■ Records provided ■
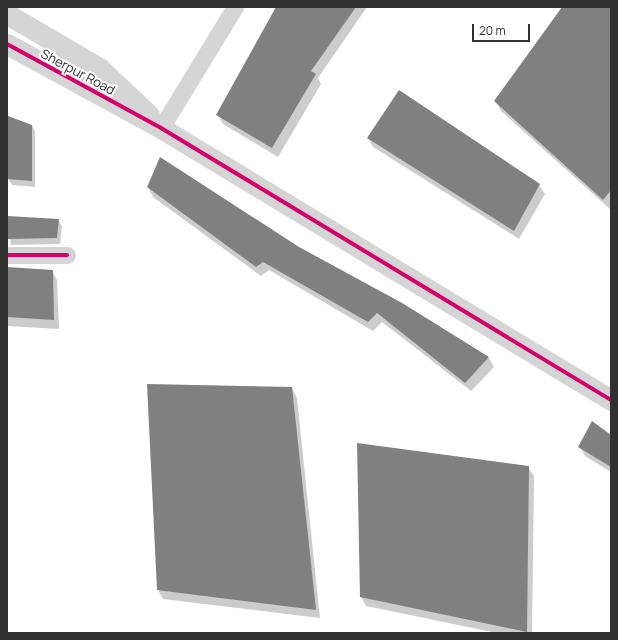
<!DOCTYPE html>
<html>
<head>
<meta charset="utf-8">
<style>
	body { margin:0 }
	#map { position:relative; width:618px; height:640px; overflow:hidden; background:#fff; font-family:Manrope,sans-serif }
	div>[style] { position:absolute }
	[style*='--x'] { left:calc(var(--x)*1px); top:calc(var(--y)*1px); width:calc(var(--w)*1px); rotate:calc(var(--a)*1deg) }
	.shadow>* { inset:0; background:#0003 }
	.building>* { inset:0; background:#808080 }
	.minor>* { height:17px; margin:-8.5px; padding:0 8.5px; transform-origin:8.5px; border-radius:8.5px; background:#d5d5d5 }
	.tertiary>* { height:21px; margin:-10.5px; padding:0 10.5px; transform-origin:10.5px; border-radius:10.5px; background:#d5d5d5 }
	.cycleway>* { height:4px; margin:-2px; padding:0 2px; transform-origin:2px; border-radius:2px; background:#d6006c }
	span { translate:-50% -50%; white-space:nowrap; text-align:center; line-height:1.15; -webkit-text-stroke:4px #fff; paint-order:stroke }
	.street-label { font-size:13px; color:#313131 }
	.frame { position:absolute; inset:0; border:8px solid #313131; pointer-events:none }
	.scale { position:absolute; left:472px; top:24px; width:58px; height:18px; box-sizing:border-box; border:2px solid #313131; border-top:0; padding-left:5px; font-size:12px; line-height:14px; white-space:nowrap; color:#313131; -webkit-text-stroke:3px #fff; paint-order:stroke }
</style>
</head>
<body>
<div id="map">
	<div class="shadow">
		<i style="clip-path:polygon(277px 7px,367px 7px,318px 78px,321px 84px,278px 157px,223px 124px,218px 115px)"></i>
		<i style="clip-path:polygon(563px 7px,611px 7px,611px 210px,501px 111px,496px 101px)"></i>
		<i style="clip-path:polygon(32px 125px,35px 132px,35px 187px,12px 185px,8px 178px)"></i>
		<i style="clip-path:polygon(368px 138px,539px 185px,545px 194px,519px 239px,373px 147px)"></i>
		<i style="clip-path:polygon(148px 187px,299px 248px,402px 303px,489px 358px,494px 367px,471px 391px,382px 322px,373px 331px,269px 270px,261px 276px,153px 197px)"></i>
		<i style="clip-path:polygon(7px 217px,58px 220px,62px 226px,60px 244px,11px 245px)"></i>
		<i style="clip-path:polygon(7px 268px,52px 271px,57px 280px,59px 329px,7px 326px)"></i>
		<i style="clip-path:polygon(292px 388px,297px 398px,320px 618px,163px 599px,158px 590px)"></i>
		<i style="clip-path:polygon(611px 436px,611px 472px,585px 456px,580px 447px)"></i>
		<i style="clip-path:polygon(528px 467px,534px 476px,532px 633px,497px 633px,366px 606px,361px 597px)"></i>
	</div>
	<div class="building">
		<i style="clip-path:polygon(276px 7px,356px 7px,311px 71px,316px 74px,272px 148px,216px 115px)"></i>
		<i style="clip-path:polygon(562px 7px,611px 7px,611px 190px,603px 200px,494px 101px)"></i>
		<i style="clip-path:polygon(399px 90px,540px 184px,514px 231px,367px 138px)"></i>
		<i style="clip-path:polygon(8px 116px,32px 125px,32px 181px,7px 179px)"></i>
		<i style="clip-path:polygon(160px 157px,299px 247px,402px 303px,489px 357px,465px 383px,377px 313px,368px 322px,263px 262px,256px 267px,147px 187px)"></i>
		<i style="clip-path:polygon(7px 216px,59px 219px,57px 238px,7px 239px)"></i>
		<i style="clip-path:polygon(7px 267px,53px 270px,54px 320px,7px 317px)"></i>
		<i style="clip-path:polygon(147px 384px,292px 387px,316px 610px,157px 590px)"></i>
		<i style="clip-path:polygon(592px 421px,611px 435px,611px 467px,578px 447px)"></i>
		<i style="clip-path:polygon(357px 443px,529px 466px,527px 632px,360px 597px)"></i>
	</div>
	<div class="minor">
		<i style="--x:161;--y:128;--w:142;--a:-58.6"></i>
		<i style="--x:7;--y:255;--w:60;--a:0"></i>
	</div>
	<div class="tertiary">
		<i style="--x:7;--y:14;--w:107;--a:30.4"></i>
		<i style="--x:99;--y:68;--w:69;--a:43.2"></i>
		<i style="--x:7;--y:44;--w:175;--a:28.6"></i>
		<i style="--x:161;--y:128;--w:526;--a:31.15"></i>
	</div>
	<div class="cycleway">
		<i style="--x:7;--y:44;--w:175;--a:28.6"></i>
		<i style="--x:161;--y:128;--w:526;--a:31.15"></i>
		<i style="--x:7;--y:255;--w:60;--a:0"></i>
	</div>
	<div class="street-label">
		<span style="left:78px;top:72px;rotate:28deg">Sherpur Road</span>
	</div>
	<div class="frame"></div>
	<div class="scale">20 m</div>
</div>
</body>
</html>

■ What you need to do ■
Give again, word for word, every line from the top of the data through the line with "translate:-50% -50%; white-space:nowrap;", both ends included, and exclude the pictures.

■ Task solution ■
<!DOCTYPE html>
<html>
<head>
<meta charset="utf-8">
<style>
	body { margin:0 }
	#map { position:relative; width:618px; height:640px; overflow:hidden; background:#fff; font-family:Manrope,sans-serif }
	div>[style] { position:absolute }
	[style*='--x'] { left:calc(var(--x)*1px); top:calc(var(--y)*1px); width:calc(var(--w)*1px); rotate:calc(var(--a)*1deg) }
	.shadow>* { inset:0; background:#0003 }
	.building>* { inset:0; background:#808080 }
	.minor>* { height:17px; margin:-8.5px; padding:0 8.5px; transform-origin:8.5px; border-radius:8.5px; background:#d5d5d5 }
	.tertiary>* { height:21px; margin:-10.5px; padding:0 10.5px; transform-origin:10.5px; border-radius:10.5px; background:#d5d5d5 }
	.cycleway>* { height:4px; margin:-2px; padding:0 2px; transform-origin:2px; border-radius:2px; background:#d6006c }
	span { translate:-50% -50%; white-space:nowrap; text-align:center; line-height:1.15; -webkit-text-stroke:4px #fff; paint-order:stroke }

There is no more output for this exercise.